<%response.buffer=True%> <% function rw(str) response.write str end function function html(str) response.write(server.HTMLEncode(str)) end function function url(link,str) response.write "" & str & "" end function %> [CTN162:lessons | topics]
[CTN162: Lessons & Topics]

Day 13: Form Validation

Form Validation: One of the primary jobs for which JavaScript is best suited is form validation. Since JavaScript is the one "equally" supported client side script, it is the scripting language of choice for handling a user's form. We wish to use client side script to check forms prior to server side processing, primarily to take work away from the server. It makes more sense to "validate" (check for proper data) on the client's computer prior to form submission, rather than sending the bad data back and forth to the server!

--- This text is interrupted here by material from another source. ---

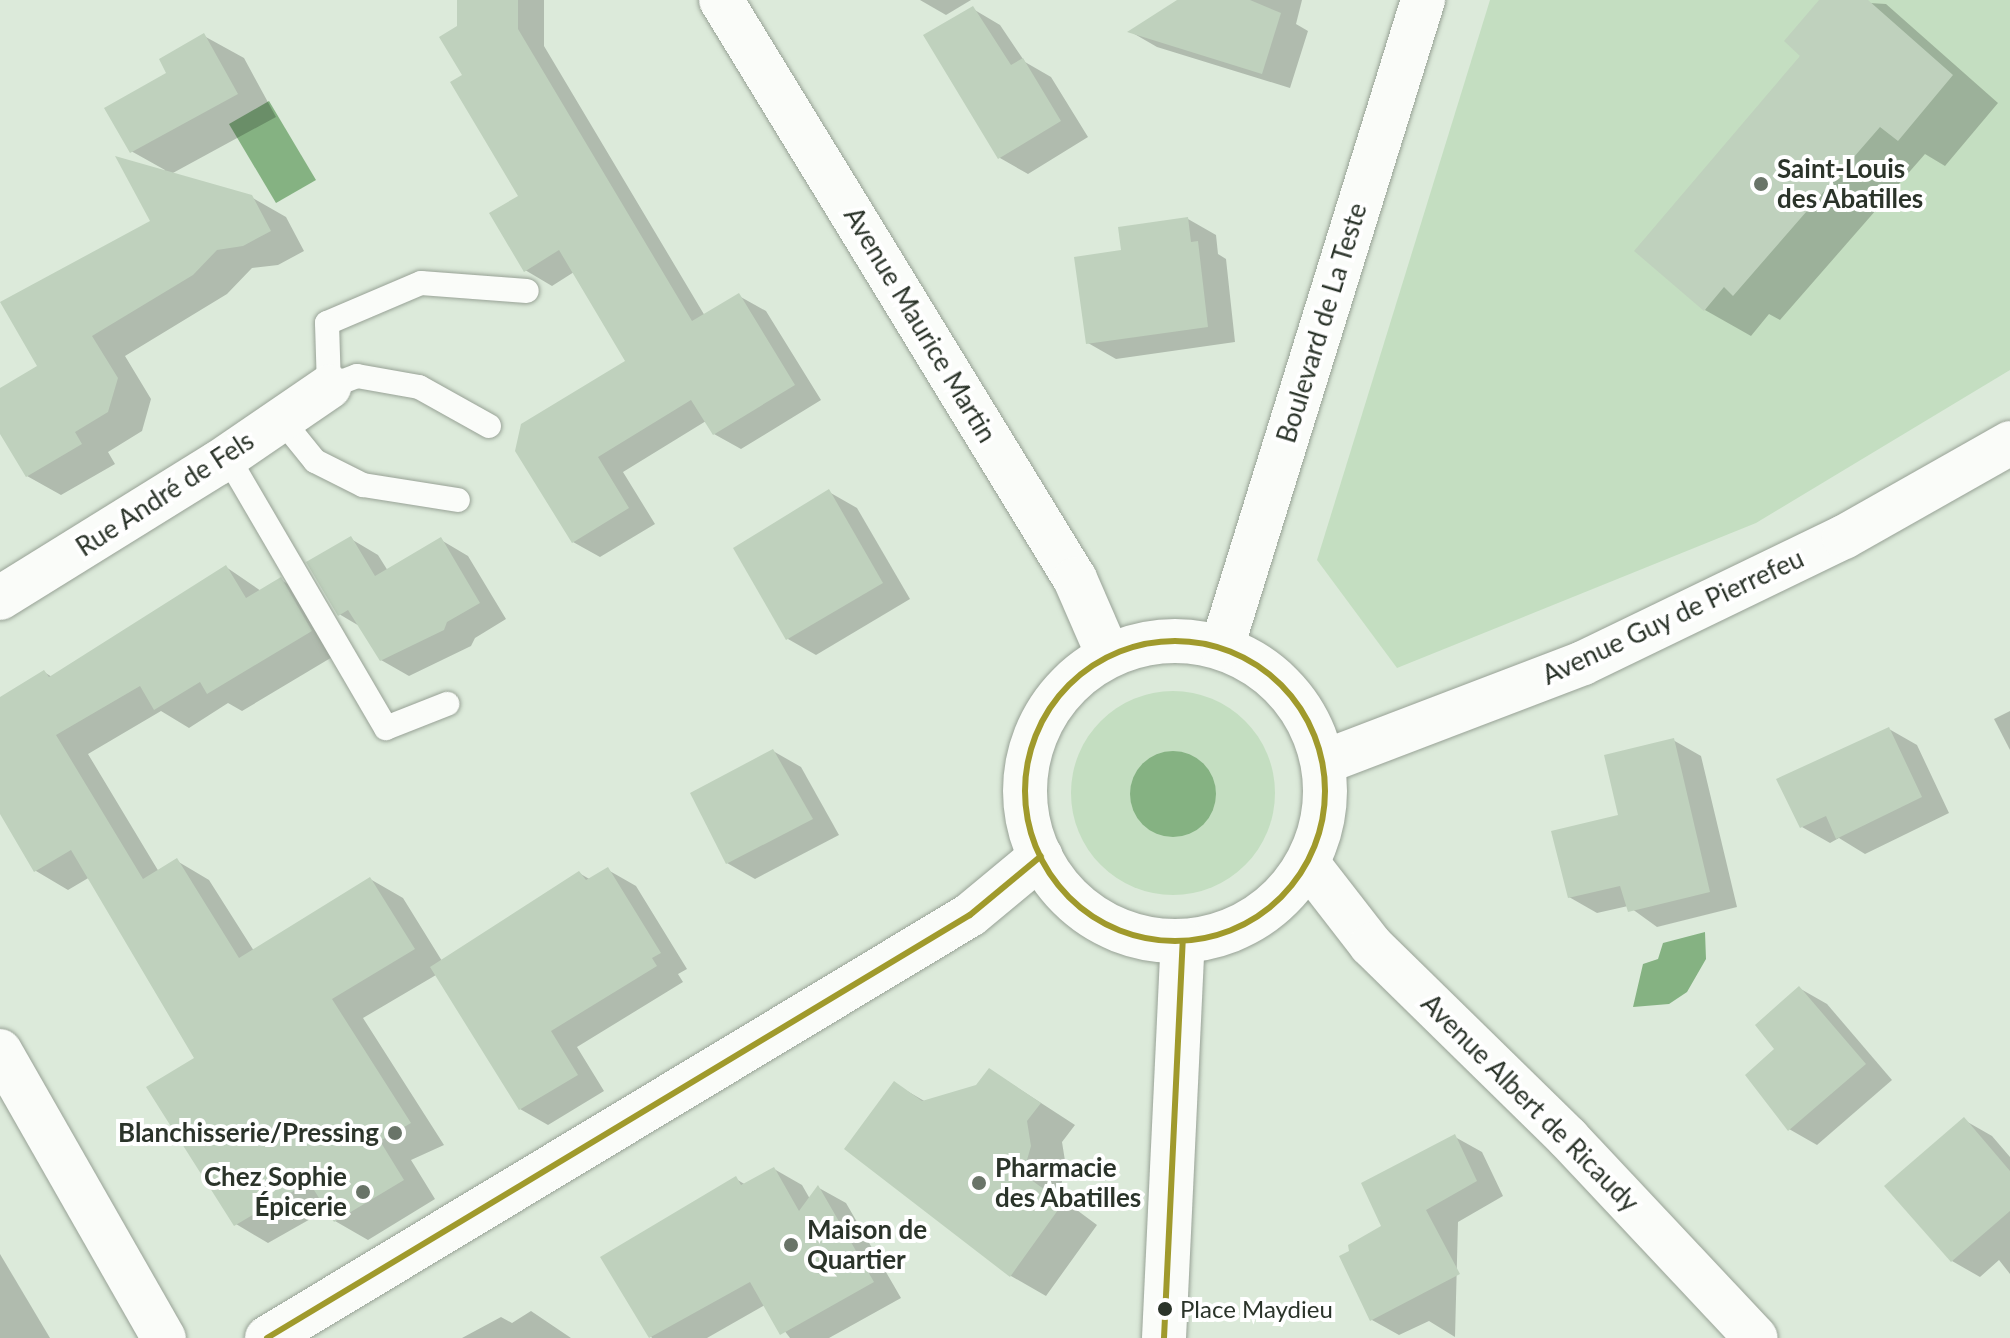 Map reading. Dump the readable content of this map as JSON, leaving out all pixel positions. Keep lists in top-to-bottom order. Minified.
{"streets":{"street":["Boulevard de La Teste","Avenue Maurice Martin","Rue André de Fels","Avenue Guy de Pierrefeu","Avenue Albert de Ricaudy"]},"places":["Saint-Louis des Abatilles","Blanchisserie/Pressing","Pharmacie des Abatilles","Chez Sophie Épicerie","Maison de Quartier","Place Maydieu"]}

Once the form is deemed acceptable by the client side JavaScript, the data is sent to the server for processing, which usually means the data is destined for automatic email generation, database submission, or both.

Apprehending Form Elements: Each form, and in turn, each form element on the page can be identified, and addressed (apprehended) using the document object model (DOM). The form itself, each element inside, and most important, the VALUE as input (or not) by the user is available:

document.formname.formelement.value

Document is a controlled word, but we substitute the name of the form, and the name of the element in the example above. To read the current value of a textbox named "FirstName" on a form named "myForm" into a variable, we could do this:

var myValue = document.myForm.FirstName.value;

From here, we can check the value to see if the user has entered correct data. The most common use of form validation is merely to determine whether a user has entered ANY data at all, and to return the user to the form element, and request that data be entered, prior to form submission.

While we can apprehend form data in the way above, we find it is difficult to do long forms in this way. Each element would need to be specifically called out by name, and dealt with accordingly. Luckily we can also look at form elements, and the data inside them, as a built-in array. We can use the for loop to access the elements in the array, and process them in turn. Here we get data from a form element via an array:

var myValue = document.forms[0].elements[0].value;

To determine what type of form element we have, we can access the "type" of the element:

var myType = document.forms[0].elements[0].type;

We can also determine what "name" has been given to the specific form element:

var myName = document.forms[0].elements[0].name;

The following example enumerates (displays) the form elements, and the current contents of the form elements (values) when you click on the links at the bottom of the Page: Form Elements

In the above example, the values change based on your input to the form. Note that the "EMPTY" is put there via the code on the page. An unfilled form value returns an empty string. Below is the function that loops through each element of the FIRST form on the page only, (document.forms[0]) and displays the name, type and value of each form element:

function formElements()
{
var myElements = "";
var thisType = "";
var thisForm = document.forms[0];

    for(x=0; x<thisForm.elements.length; x++)
   {
   myElements += "Name: " + thisForm.elements[x].name + " ";
   thisType = thisForm.elements[x].type;
   myElements += "Type: " + thisType + " ";
   if(thisType=="text"||thisType=="textarea"||thisType=="button")
       {
       if (thisForm.elements[x].value!="")
       {
       myElements += "Value: " + thisForm.elements[x].value + "\n";
       }else{
       myElements += "Value: Empty \n";
       }
   }else if(thisType=="checkbox"||thisType=="radio"){
   myElements += "Checked? " + thisForm.elements[x].checked + "\n";
   }else if(thisType=="select-one"){
   myElements += "Selected Text: " + thisForm.elements[x].options[thisForm.elements[x].selectedIndex].text + "\n";
   }

}
alert(myElements);
}

Note that the type of the element effects the way we need to access the value inside. Radio buttons and check boxes use ".checked" to determine if the value is either "true" or "false". The "name" of a select option is "select-one" (the single option version) and selected option is even more obscure as it is accessed by the "selectedIndex" array of the "options" elements. The select option therefore has yet one more lower array!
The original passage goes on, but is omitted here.